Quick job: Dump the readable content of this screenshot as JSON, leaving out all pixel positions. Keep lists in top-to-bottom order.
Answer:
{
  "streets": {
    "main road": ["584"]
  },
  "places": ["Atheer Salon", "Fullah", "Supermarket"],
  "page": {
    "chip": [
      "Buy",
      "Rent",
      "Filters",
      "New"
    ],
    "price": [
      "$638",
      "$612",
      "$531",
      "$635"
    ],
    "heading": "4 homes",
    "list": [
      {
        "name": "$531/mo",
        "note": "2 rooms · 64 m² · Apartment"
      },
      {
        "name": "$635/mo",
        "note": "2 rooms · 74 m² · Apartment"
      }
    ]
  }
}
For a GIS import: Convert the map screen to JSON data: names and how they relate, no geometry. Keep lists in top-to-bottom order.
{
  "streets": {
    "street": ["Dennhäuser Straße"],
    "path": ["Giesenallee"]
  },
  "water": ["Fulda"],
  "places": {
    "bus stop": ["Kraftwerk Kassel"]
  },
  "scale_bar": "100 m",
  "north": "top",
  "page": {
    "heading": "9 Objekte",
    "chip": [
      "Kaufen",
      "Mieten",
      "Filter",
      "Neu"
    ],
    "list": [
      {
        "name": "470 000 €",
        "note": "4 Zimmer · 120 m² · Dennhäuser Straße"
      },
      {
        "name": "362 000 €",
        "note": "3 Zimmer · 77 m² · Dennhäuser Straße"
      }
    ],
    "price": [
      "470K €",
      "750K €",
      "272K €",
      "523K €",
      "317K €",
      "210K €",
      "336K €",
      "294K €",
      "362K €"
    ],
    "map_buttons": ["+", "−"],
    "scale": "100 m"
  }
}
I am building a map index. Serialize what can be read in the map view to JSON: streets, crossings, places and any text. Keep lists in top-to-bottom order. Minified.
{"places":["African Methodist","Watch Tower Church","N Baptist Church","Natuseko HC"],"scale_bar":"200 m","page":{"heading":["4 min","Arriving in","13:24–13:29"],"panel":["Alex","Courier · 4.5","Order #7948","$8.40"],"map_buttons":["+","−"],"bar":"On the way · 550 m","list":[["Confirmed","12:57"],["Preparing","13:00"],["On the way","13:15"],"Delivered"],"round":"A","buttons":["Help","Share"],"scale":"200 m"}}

━━━━━━━━

### YOUR OBJECTIVE
A verbatim transcription of all the entries above is required.

### WRITTEN REPLY
Quick job: Dump the readable content of this screenshot as JSON, leaving out all pixel positions. Keep lists in top-to-bottom order.
Answer:
{
  "streets": {
    "main road": ["584"]
  },
  "places": ["Atheer Salon", "Fullah", "Supermarket"],
  "page": {
    "chip": [
      "Buy",
      "Rent",
      "Filters",
      "New"
    ],
    "price": [
      "$638",
      "$612",
      "$531",
      "$635"
    ],
    "heading": "4 homes",
    "list": [
      {
        "name": "$531/mo",
        "note": "2 rooms · 64 m² · Apartment"
      },
      {
        "name": "$635/mo",
        "note": "2 rooms · 74 m² · Apartment"
      }
    ]
  }
}
For a GIS import: Convert the map screen to JSON data: names and how they relate, no geometry. Keep lists in top-to-bottom order.
{
  "streets": {
    "street": ["Dennhäuser Straße"],
    "path": ["Giesenallee"]
  },
  "water": ["Fulda"],
  "places": {
    "bus stop": ["Kraftwerk Kassel"]
  },
  "scale_bar": "100 m",
  "north": "top",
  "page": {
    "heading": "9 Objekte",
    "chip": [
      "Kaufen",
      "Mieten",
      "Filter",
      "Neu"
    ],
    "list": [
      {
        "name": "470 000 €",
        "note": "4 Zimmer · 120 m² · Dennhäuser Straße"
      },
      {
        "name": "362 000 €",
        "note": "3 Zimmer · 77 m² · Dennhäuser Straße"
      }
    ],
    "price": [
      "470K €",
      "750K €",
      "272K €",
      "523K €",
      "317K €",
      "210K €",
      "336K €",
      "294K €",
      "362K €"
    ],
    "map_buttons": ["+", "−"],
    "scale": "100 m"
  }
}
I am building a map index. Serialize what can be read in the map view to JSON: streets, crossings, places and any text. Keep lists in top-to-bottom order. Minified.
{"places":["African Methodist","Watch Tower Church","N Baptist Church","Natuseko HC"],"scale_bar":"200 m","page":{"heading":["4 min","Arriving in","13:24–13:29"],"panel":["Alex","Courier · 4.5","Order #7948","$8.40"],"map_buttons":["+","−"],"bar":"On the way · 550 m","list":[["Confirmed","12:57"],["Preparing","13:00"],["On the way","13:15"],"Delivered"],"round":"A","buttons":["Help","Share"],"scale":"200 m"}}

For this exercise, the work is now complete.